Plaintiff began working in silver cyanide solution in defendant’s plating department in either December, 1947, or January, 1948. Sometime in 1949 he noticed small blisters and pimples on his hands which caused itching. In July, 1949, he went to the Southern Pacific Hospital where one of defendant’s doctors diagnosed the difficulty as “Dermatitis, moderately severe, both hands.” The report, under date of July 8, 1949 (Defendant’s Exhibit B), shows that plaintiff signed a statement which attributed the skin difficulty on his hands with “Filtering cyanide solution which gets on hands causing a dermatitis” and “Having hands in solution.” The report shows that the hands were “dressed with lotion” and plaintiff was “advised.” The condition of plaintiff’s hands became “real worse” in May or June of 1953; thereafter the condition spread to other parts of his body and became more severe and as of June, 1955, he was unable to work. On July 14, 1955, plaintiff was admitted to defendant’s hospital. Apparently plaintiff was not advised to discontinue his work until he was discharged from defendant’s hospital on September 12, 1955. On the report (under date of July 8, 1949) signed by defendant’s doctor, appears the following question and answer: “11 Give, probable duration of disability.” “None.” (Emphasis added.)

Plaintiff contends that his cause of action did not accrue until he became disabled and unable to work in June, 1955. Defendant’s position is that plaintiff’s cause of action [807]*807accrued when he first became aware of his employment-connected injury. Both plaintiff and defendant rely on the decision of the United States Supreme Court in Urie v. Thompson, 337 U.S. 163 [69 S.Ct. 1018, 93 L.Ed. 1282, 11 A.L.R.2d 252], in support of their arguments.
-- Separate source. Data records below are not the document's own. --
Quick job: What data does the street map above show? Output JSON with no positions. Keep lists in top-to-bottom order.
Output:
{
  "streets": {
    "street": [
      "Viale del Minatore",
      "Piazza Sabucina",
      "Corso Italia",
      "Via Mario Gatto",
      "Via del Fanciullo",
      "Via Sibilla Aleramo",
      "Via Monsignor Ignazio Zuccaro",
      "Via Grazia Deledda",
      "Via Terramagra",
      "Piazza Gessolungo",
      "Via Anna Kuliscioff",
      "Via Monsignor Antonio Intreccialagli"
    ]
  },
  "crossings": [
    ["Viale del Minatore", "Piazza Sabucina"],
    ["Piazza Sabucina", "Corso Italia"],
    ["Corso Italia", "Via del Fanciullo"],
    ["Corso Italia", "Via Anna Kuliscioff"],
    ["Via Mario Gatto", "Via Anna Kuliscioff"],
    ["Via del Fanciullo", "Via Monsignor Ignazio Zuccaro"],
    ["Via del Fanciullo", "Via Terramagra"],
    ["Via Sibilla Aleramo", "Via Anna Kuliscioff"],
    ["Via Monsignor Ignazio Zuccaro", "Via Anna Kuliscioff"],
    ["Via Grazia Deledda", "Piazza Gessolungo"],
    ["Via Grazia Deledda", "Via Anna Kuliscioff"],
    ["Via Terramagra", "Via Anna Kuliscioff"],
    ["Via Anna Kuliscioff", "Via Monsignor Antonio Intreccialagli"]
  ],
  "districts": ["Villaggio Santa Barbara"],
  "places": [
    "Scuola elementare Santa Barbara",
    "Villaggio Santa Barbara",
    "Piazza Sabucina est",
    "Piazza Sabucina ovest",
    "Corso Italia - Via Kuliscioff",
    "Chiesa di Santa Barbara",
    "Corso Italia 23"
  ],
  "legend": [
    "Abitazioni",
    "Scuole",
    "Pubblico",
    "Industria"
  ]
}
In the Urie case the claimant sought relief under the Federal Employers’ Liability Act for injury due to silicosis contracted during the course of his employment. The Supreme Court there rejected the defendant’s argument that because the claimant had been exposed to silica dust for 31 years prior to the commencement of his action he was barred by the provisions of section 56, title 45, of the United States Code. Defendant here argues that the court held that “awareness” of the disease rather than “disability” from it was the controlling factor in the Urie case. We do not so understand the Urie case.

The court in the Urie case had this to say (p. 168 et seq.) : “Urie filed suit on November 25, 1941. Under the terms of the then prevailing three-year statute of limitations [45 U.S.C.A. §56], the court could not entertain the claim if Urie’s ‘cause of action accrued’ before November 25, 1938. Respondent contends that Urie, having been exposed to silica dust since approximately 1910, must unwittingly have contracted silicosis long before 1938, and hence that his ‘cause of action’ must be deemed to have ‘accrued’ longer than three years before the institution of this action. Alternatively it may be argued that each inhalation of silica dust was a separate tort giving rise to a fresh ‘cause of action,’ and that Urie is therefore limited to a claim for inhalation between November 25, 1938, and the spring day in 1940 when he became incapacitated.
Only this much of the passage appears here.